Tesla’s November 16 introduction of both the new Tesla Semi and the Tesla Roadster managed to impress even observers used to the electric carmaker’s lofty ambitions. When they come to market, the Roadster will be the fastest-accelerating production car in the world, and the Semi will deliver more range, for a lower price, than almost anybody expected.
Those and other promises would be difficult or impossible to fulfill with batteries on the market today. At current battery prices, Bloomberg estimates the battery for a freight truck with 500 miles of range would cost more than $100,000, but Tesla estimates that the entire truck will only cost $180,000.
Similarly, the power and range Tesla is promising for the Roadster will take a battery more than twice as big as anything in a current Model X or Model S.
Tesla says the Semi will be able to suck up 400 miles worth of juice in 30 minutes, but that would mean charging more than 10 times faster than Tesla’s current best chargers.

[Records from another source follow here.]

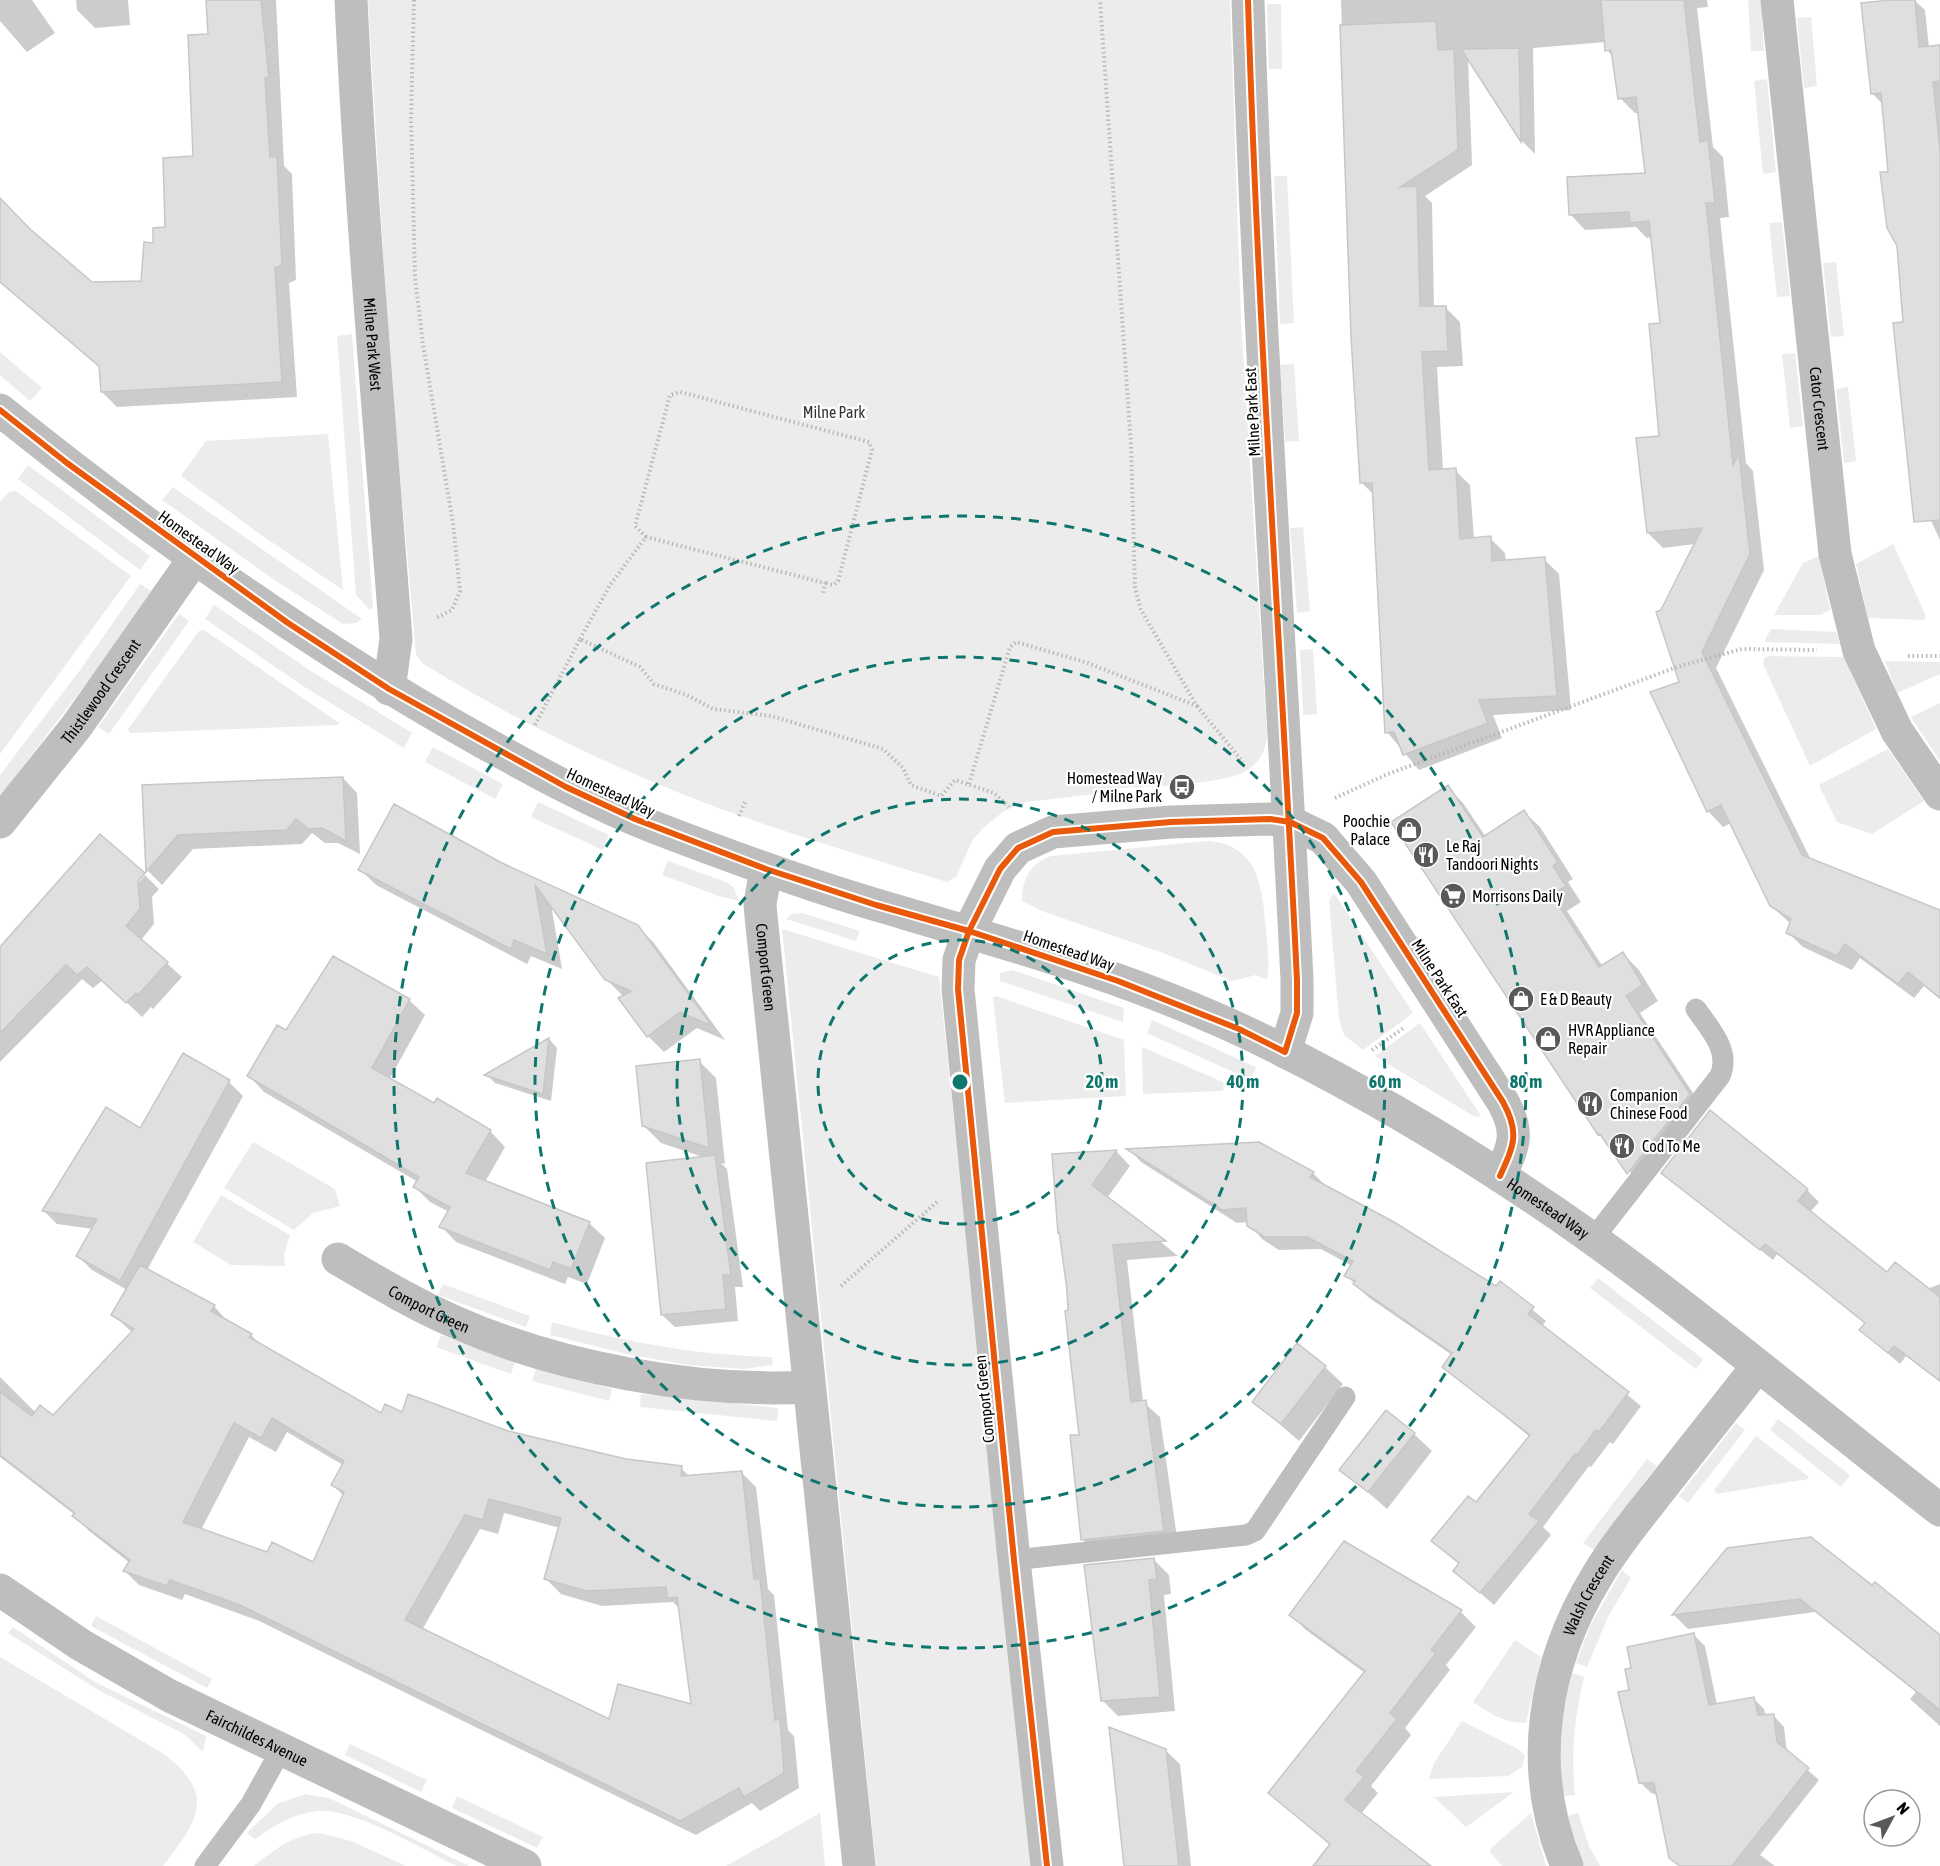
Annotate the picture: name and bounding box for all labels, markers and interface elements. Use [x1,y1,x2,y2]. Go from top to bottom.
street label: Milne Park West [361,297,386,392]
street label: Cator Crescent [1806,366,1833,452]
street label: Milne Park East [1241,367,1263,457]
park label: Milne Park [803,403,865,421]
street label: Homestead Way [155,507,243,578]
street label: Thistlewood Crescent [57,635,144,747]
street label: Homestead Way [564,764,658,821]
place label: Homestead Way / Milne Park [1067,769,1162,805]
bus stop icon: Homestead Way / Milne Park [1167,772,1197,802]
place label: Poochie Palace [1343,812,1390,848]
shop icon: Poochie Palace [1394,815,1424,845]
place label: Le Raj Tandoori Nights [1446,837,1539,874]
restaurant icon: Le Raj Tandoori Nights [1411,840,1441,870]
supermarket icon: Morrisons Daily [1438,881,1468,911]
place label: Morrisons Daily [1472,887,1563,906]
street label: Comport Green [753,922,780,1012]
street label: Homestead Way [1021,926,1117,975]
street label: Milne Park East [1408,936,1472,1021]
shop icon: E & D Beauty [1506,984,1536,1014]
place label: E & D Beauty [1540,990,1612,1009]
place label: HVR Appliance Repair [1568,1021,1655,1058]
shop icon: HVR Appliance Repair [1533,1024,1563,1054]
text: 20 m [1086,1071,1118,1092]
text: 40 m [1226,1071,1259,1092]
text: 60 m [1369,1071,1401,1092]
text: 80 m [1510,1071,1542,1092]
centre of rings [950,1072,970,1092]
place label: Companion Chinese Food [1610,1086,1688,1122]
restaurant icon: Companion Chinese Food [1575,1089,1605,1119]
restaurant icon: Cod To Me [1607,1131,1637,1161]
place label: Cod To Me [1642,1137,1700,1155]
street label: Homestead Way [1504,1174,1593,1244]
street label: Comport Green [385,1281,472,1336]
street label: Comport Green [970,1354,999,1444]
street label: Walsh Crescent [1559,1551,1617,1638]
street label: Fairchildes Avenue [203,1706,311,1770]
north arrow [1862,1788,1922,1848]
text: N [1893,1799,1913,1818]

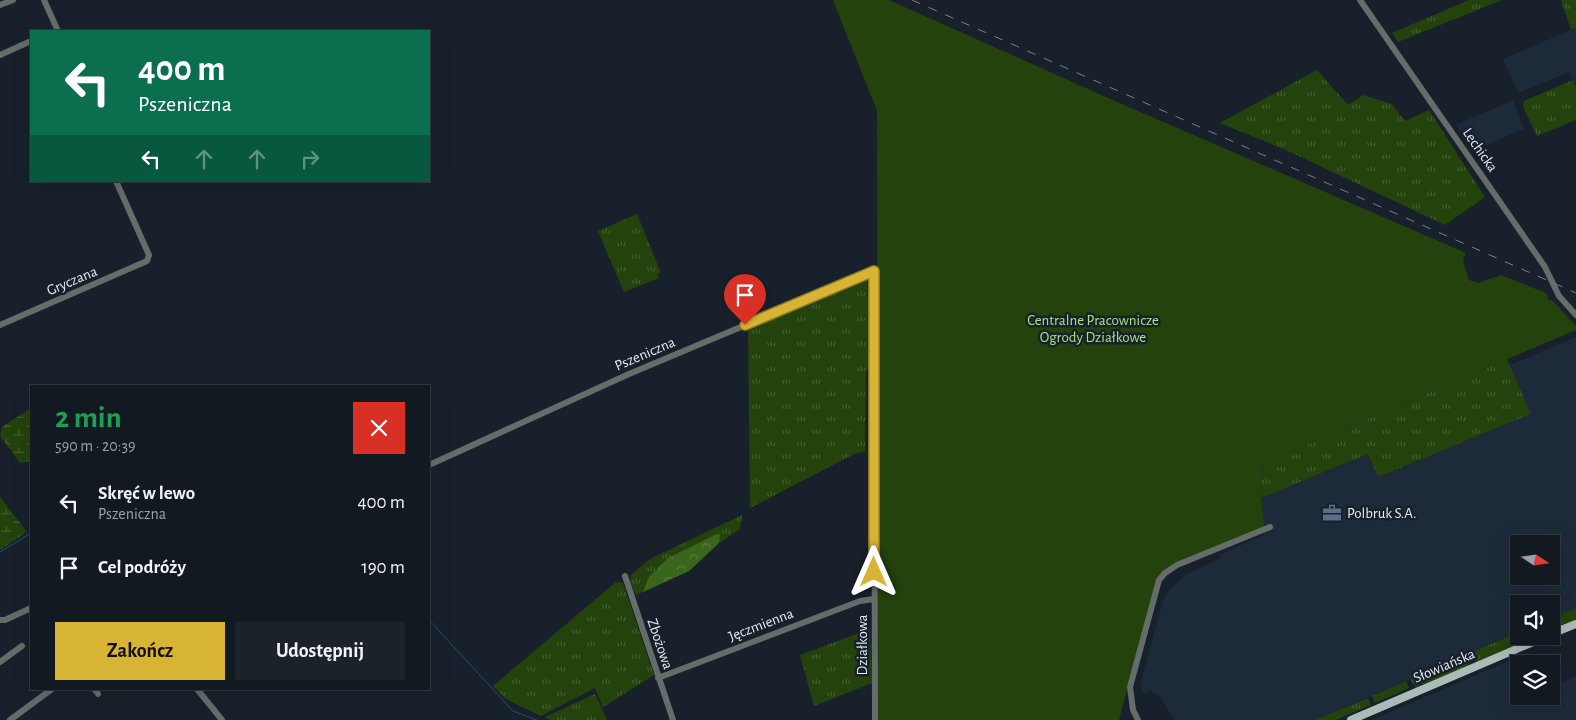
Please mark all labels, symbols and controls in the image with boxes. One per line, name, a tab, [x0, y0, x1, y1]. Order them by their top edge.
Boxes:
icon: left	[55, 50, 120, 115]
text: 400 m	[138, 52, 226, 87]
text: Pszeniczna	[138, 93, 232, 115]
street label: Lechicka	[1460, 125, 1500, 175]
icon: left	[137, 145, 165, 173]
icon: ahead	[190, 145, 218, 173]
icon: ahead	[243, 145, 271, 173]
icon: right	[296, 145, 324, 173]
street label: Gryczana	[45, 264, 100, 298]
pin	[724, 274, 766, 325]
icon: arrive	[731, 281, 759, 309]
park label: Centralne Pracownicze Ogrody Działkowe	[1027, 313, 1159, 345]
street label: Pszeniczna	[613, 335, 677, 373]
button: close	[353, 402, 405, 454]
text: 2 min	[55, 403, 122, 433]
text: 590 m · 20:39	[55, 438, 136, 454]
text: Skręć w lewo	[98, 484, 195, 503]
icon: left	[55, 489, 83, 517]
text: 400 m	[357, 493, 405, 512]
office icon: Polbruk S.A.	[1321, 502, 1343, 524]
text: Pszeniczna	[98, 506, 166, 522]
place label: Polbruk S.A.	[1347, 506, 1416, 521]
north arrow	[1510, 535, 1560, 585]
map controls	[1510, 535, 1560, 705]
position arrow	[847, 545, 899, 597]
icon: arrive	[55, 554, 83, 582]
text: Cel podróży	[98, 558, 186, 577]
text: 190 m	[361, 558, 405, 577]
button: sound	[1510, 595, 1560, 645]
street label: Jęczmienna	[727, 606, 796, 644]
street label: Działkowa	[855, 614, 870, 675]
street label: Zbożowa	[644, 617, 676, 671]
button: Zakończ	[55, 622, 225, 680]
button: Udostępnij	[235, 622, 405, 680]
street label: Słowiańska	[1411, 646, 1477, 686]
button: layers	[1510, 655, 1560, 705]

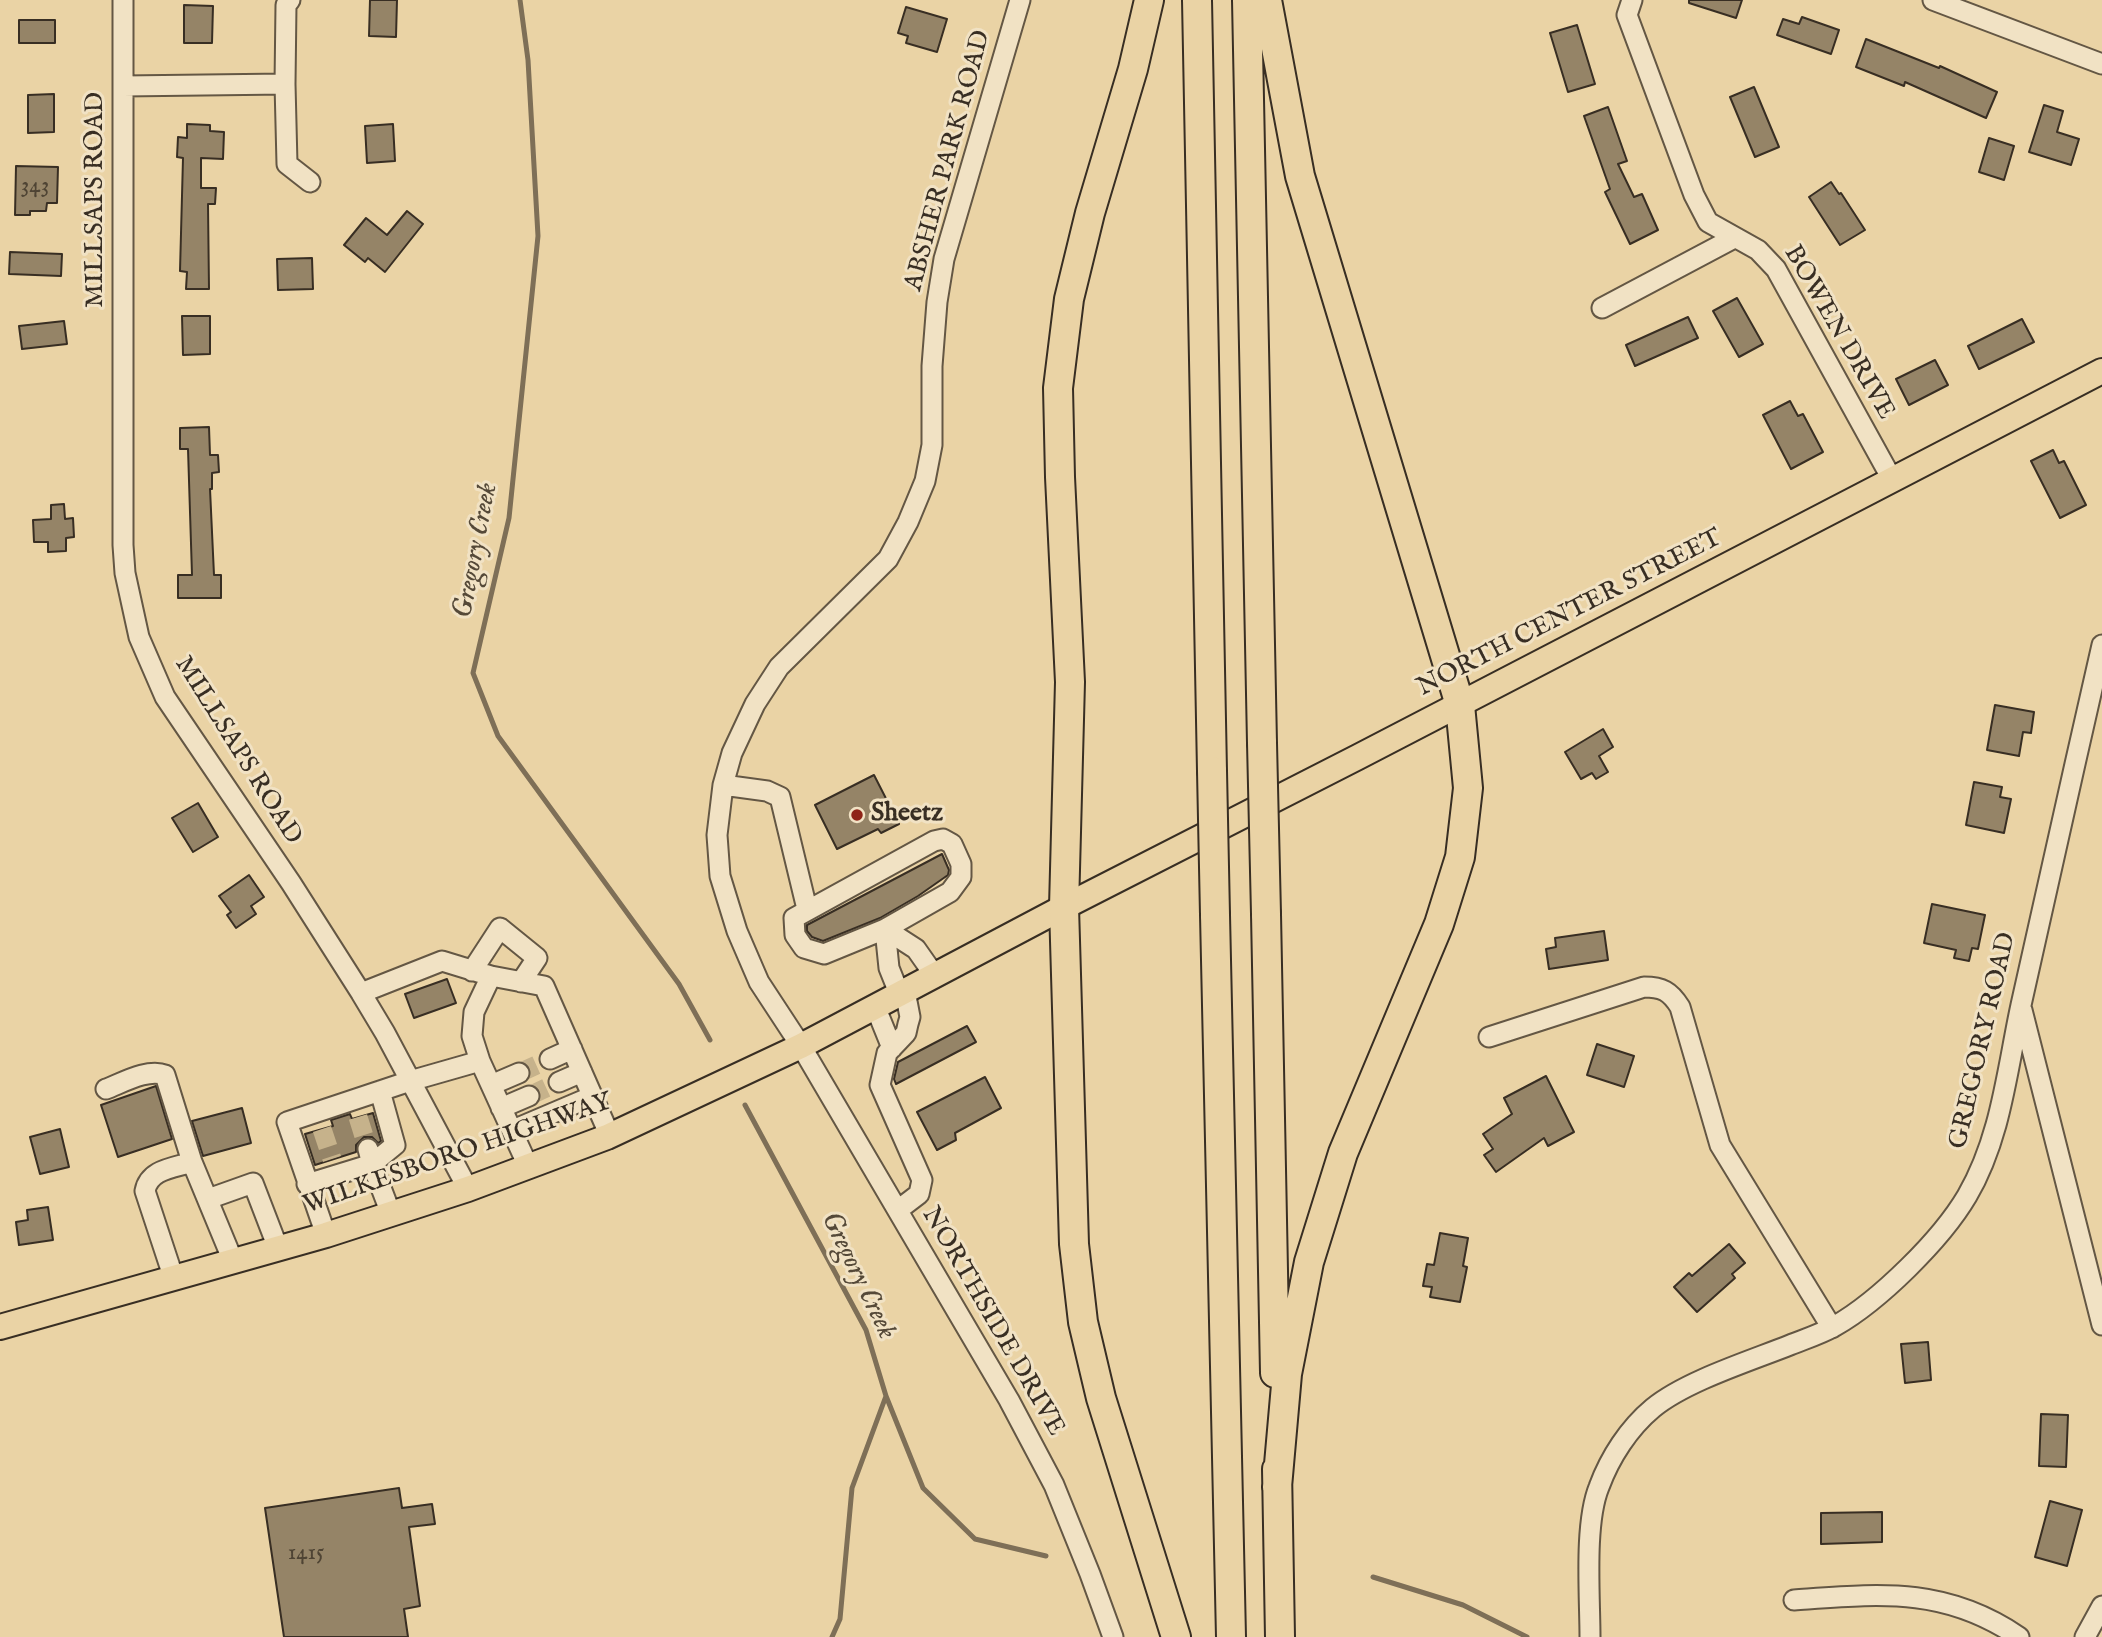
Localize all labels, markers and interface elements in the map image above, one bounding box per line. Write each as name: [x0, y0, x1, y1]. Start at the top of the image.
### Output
street label: ABSHER PARK ROAD: [899, 27, 999, 295]
street label: MILLSAPS ROAD: [81, 92, 113, 308]
house number: 343: [21, 173, 49, 201]
street label: BOWEN DRIVE: [1776, 240, 1900, 426]
water label: Gregory Creek: [447, 480, 507, 622]
street label: NORTH CENTER STREET: [1412, 523, 1728, 705]
street label: MILLSAPS ROAD: [166, 651, 308, 851]
place label: Sheetz: [871, 799, 943, 831]
marker: Sheetz: [849, 807, 865, 823]
street label: GREGORY ROAD: [1944, 930, 2024, 1152]
street label: WILKESBORO HIGHWAY: [300, 1088, 616, 1222]
street label: NORTHSIDE DRIVE: [914, 1202, 1070, 1442]
water label: Gregory Creek: [812, 1207, 902, 1345]
house number: 1415: [288, 1540, 324, 1568]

The Semi isn’t set to hit the road until late 2019, and the new Roadster isn’t due until 2020. Battery prices and sizes have dropped dramatically in the last five years, and many projections have them dropping by another half by then. The same goes for power density, meaning that by the time the Roadster and Semi go into full-scale production, batteries may well be good enough to do what Elon Musk is promising. A Carnegie Mellon battery expert speaking to Jalopnik agreed that the Roadster’s performance benchmarks were at least theoretically plausible, though they might also require advances in tire technology.
Announcing products years before perfecting the technology needed to make them work is certainly an unorthodox approach. It’s unlikely to appease critics of Tesla’s rapid spending, who tend to see displays like the Roadster reveal as media stunts aimed at raising badly-needed cash.